• Brief: Where the records below show a line containing "Task: Give me", start copying; end with the line containing "What data does this map", and copy it too.
(Data to process)
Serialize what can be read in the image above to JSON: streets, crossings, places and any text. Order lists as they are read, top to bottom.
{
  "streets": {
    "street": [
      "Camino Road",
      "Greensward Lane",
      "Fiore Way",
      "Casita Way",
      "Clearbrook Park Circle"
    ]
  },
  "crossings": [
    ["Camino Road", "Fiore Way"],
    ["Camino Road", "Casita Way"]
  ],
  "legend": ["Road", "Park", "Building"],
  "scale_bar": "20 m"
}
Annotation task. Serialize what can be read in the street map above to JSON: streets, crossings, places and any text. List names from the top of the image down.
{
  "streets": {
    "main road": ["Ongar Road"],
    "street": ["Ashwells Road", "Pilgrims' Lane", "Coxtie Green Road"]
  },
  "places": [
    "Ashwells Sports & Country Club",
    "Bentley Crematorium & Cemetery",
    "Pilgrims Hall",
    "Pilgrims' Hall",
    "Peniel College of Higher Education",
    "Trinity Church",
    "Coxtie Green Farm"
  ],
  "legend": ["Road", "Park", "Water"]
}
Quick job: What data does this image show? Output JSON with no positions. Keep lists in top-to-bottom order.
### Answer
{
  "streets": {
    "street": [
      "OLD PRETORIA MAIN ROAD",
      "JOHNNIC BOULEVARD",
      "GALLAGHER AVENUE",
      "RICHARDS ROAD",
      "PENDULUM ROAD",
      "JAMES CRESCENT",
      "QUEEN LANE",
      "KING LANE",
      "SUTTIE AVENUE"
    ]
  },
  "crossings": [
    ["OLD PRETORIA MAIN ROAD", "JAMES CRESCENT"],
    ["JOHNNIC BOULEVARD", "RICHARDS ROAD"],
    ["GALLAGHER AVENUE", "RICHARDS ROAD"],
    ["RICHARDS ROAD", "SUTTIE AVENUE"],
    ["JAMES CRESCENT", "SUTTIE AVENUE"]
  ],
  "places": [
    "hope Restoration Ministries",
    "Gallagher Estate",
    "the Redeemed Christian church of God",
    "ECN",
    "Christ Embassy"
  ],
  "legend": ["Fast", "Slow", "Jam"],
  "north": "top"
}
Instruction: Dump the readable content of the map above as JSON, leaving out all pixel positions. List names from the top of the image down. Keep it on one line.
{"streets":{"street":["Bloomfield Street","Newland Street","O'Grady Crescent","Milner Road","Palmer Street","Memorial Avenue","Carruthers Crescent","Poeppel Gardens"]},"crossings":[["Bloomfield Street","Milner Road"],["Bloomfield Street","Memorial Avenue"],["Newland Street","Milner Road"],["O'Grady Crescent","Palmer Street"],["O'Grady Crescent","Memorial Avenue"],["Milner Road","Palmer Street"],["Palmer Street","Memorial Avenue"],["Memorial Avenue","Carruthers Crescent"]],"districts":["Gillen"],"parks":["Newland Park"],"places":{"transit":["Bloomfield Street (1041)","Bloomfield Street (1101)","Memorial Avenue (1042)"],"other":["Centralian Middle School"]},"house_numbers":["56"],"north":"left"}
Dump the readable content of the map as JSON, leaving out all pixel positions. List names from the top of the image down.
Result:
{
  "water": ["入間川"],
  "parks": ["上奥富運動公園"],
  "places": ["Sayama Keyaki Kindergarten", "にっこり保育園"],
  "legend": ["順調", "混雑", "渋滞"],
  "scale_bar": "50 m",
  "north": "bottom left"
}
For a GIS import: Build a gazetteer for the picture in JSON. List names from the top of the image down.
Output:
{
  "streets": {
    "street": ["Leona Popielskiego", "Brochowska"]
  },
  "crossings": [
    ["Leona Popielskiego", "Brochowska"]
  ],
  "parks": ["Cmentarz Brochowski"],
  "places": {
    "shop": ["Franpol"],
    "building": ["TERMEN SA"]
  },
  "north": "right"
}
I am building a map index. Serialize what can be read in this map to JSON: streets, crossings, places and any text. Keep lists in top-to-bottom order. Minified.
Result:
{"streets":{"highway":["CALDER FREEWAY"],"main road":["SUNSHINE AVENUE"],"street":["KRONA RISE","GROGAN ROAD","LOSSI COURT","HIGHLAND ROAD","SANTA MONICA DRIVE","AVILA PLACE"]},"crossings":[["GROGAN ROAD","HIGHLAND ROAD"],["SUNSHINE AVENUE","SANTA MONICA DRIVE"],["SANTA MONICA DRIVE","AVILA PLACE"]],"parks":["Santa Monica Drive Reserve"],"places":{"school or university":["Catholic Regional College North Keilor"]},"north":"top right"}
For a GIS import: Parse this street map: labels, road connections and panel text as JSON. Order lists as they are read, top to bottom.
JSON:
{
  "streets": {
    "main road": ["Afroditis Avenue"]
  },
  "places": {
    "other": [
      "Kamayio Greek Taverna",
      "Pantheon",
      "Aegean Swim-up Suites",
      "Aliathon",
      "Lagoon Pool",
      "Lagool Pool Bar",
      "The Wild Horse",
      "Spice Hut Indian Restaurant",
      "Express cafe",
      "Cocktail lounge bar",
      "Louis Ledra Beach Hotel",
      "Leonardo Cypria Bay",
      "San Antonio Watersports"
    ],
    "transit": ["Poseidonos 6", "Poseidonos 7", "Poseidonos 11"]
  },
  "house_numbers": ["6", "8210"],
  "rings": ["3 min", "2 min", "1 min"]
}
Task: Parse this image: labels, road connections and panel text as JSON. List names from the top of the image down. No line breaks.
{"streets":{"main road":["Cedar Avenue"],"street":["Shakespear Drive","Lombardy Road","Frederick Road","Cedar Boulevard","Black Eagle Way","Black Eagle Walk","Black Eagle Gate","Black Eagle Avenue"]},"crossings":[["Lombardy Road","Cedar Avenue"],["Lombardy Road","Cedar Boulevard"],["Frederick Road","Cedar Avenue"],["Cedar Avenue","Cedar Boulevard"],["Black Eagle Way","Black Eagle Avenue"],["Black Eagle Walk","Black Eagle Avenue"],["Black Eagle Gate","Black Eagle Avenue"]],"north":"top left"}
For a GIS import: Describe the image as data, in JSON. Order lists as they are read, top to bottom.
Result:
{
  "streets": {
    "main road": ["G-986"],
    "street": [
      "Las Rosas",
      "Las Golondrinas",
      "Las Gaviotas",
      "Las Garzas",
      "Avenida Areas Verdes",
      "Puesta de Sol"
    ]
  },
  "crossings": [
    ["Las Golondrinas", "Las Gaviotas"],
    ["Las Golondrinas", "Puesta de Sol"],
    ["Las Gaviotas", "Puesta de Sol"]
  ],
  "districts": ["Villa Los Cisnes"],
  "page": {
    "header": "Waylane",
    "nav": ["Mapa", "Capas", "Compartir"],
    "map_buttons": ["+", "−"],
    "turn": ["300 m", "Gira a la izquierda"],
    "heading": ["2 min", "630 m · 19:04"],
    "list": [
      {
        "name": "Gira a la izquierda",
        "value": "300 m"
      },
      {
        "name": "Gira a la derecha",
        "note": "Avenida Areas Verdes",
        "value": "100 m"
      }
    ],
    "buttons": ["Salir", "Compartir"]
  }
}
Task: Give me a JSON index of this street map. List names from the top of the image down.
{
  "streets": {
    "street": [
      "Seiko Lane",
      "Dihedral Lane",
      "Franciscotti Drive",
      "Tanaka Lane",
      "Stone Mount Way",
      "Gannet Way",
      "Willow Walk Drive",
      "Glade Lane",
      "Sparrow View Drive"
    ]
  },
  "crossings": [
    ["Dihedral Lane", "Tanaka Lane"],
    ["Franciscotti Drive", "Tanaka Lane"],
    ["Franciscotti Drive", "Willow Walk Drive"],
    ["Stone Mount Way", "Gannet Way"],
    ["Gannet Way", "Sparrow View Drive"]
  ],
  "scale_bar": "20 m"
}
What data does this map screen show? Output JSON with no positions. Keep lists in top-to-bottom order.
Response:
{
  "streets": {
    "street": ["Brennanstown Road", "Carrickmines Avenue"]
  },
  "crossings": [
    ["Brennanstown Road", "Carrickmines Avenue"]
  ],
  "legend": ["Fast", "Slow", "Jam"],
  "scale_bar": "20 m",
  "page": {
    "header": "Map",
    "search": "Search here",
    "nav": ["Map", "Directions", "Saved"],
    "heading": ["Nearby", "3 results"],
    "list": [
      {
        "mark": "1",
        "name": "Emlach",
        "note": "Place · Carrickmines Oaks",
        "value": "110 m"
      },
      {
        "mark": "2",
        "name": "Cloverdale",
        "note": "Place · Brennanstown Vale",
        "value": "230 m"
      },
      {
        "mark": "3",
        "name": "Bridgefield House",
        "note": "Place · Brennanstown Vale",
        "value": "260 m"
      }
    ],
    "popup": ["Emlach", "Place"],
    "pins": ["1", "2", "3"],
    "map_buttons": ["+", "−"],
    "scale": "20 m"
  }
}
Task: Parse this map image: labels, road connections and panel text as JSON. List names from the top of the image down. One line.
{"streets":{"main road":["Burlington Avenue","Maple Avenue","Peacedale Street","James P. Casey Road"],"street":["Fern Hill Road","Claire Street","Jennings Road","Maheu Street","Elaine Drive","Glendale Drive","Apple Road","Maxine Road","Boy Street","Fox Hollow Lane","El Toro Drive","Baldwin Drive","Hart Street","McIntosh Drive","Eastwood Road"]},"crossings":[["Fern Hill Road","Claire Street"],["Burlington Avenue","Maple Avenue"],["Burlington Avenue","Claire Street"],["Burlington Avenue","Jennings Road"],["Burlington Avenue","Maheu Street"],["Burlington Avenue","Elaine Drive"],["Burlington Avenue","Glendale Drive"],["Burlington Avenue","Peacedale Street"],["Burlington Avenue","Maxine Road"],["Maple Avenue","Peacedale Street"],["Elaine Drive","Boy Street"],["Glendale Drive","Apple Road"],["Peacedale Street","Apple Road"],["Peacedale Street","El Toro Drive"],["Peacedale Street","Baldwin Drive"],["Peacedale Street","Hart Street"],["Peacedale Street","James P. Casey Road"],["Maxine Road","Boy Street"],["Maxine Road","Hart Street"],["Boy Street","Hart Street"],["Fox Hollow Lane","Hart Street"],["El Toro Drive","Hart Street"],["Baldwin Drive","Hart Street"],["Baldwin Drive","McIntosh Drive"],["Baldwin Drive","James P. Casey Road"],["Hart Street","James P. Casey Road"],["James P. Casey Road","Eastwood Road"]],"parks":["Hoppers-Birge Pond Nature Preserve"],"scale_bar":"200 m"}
(End Data to process)
• Task response:
Task: Give me a JSON index of this street map. List names from the top of the image down.
{
  "streets": {
    "street": [
      "Seiko Lane",
      "Dihedral Lane",
      "Franciscotti Drive",
      "Tanaka Lane",
      "Stone Mount Way",
      "Gannet Way",
      "Willow Walk Drive",
      "Glade Lane",
      "Sparrow View Drive"
    ]
  },
  "crossings": [
    ["Dihedral Lane", "Tanaka Lane"],
    ["Franciscotti Drive", "Tanaka Lane"],
    ["Franciscotti Drive", "Willow Walk Drive"],
    ["Stone Mount Way", "Gannet Way"],
    ["Gannet Way", "Sparrow View Drive"]
  ],
  "scale_bar": "20 m"
}
What data does this map screen show? Output JSON with no positions. Keep lists in top-to-bottom order.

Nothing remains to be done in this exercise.